Ben Nevis and Carn Mor Dearg

Tom, Neil and I have been staying up at the CIC hut for the last two nights as part of a Falkirk Community Trust trip.

Smiling in the clag on the East Ridge of Carn Dearg Meadhonach

Smiling in the clag on the East Ridge of Carn Dearg Meadhonach

On Monday we walked in to find a lot of fresh snow being blown around on strong gusting winds, which varied from South through East to North-East. We opted for a quick hit in the relative shelter of the Douglas Boulder and climbed an approach pitch, which was something of a wade followed by the first pitch of Gutlass. This required a fair bit of clearing of soft powder, but had a nice wee corner on it with just enough ice. We then abbed off and retired to the hut for tea.

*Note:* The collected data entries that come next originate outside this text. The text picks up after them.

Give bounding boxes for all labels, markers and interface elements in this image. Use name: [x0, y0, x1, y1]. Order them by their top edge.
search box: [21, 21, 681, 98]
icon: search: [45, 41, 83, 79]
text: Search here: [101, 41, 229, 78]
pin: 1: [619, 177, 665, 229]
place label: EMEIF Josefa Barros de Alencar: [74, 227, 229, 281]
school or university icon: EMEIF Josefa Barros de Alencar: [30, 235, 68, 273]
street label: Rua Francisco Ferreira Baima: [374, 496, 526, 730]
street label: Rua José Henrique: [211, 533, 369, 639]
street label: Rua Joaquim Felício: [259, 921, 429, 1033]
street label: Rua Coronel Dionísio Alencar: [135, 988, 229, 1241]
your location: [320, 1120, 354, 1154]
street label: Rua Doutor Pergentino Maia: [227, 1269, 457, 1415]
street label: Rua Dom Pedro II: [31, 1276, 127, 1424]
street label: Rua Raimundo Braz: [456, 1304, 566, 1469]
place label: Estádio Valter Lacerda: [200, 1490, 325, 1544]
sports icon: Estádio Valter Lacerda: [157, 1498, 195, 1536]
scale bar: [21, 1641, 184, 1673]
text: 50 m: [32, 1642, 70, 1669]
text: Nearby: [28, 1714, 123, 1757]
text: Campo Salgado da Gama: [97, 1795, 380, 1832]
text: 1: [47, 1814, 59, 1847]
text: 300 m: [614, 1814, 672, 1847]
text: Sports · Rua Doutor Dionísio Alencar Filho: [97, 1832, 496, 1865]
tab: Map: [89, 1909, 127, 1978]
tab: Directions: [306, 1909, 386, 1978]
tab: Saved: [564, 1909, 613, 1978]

Tom and Neil approaching the West Gully of the Douglas Boulder

Tom and Neil approaching the West Gully of the Douglas Boulder

 Tuesday the freezing level was above the summits and there was fairly continuous drizzle throughout the day. We decided on a mountaineering day, which would keep us out of the way of potential avalanches and so headed up the relatively scoured slopes to just South of Carn Mor Dearg Meadhonach; along the ridge to Carn Mor Dearg; down the ridge to the bealach with Aonach Mor and then up the East Ridge of Carn Mor Dearg Mheadhonach. This East ridge gives a good Grade II outing although some care was required with loose rock in the thawing conditions. There were several avalanches during the day on Ben Nevis with fresh debris visable on Wednesday morning and much reduced snow and ice cover particularly on lower level buttress routes.. However, there are still huge cornices in a lot of places.

Neil and Tom today with Coire na Ciste behind

Neil and Tom today with Coire na Ciste behind

There was no significant refreeze of the snow pack overnight on Tuesday and we needed a short day today, so we headed up the West Gully of the Douglas Boulder and down the East Gully. This gave a pleasant day out in great scenery, sunny conditions and low winds. The freezing level was high and there was a slow thaw at most elevations on the hill. This was most noticable on The Curtain, which was just about formed at the start of the day and had gone by lunchtime.

A good three days in excellent company and some challenging conditions.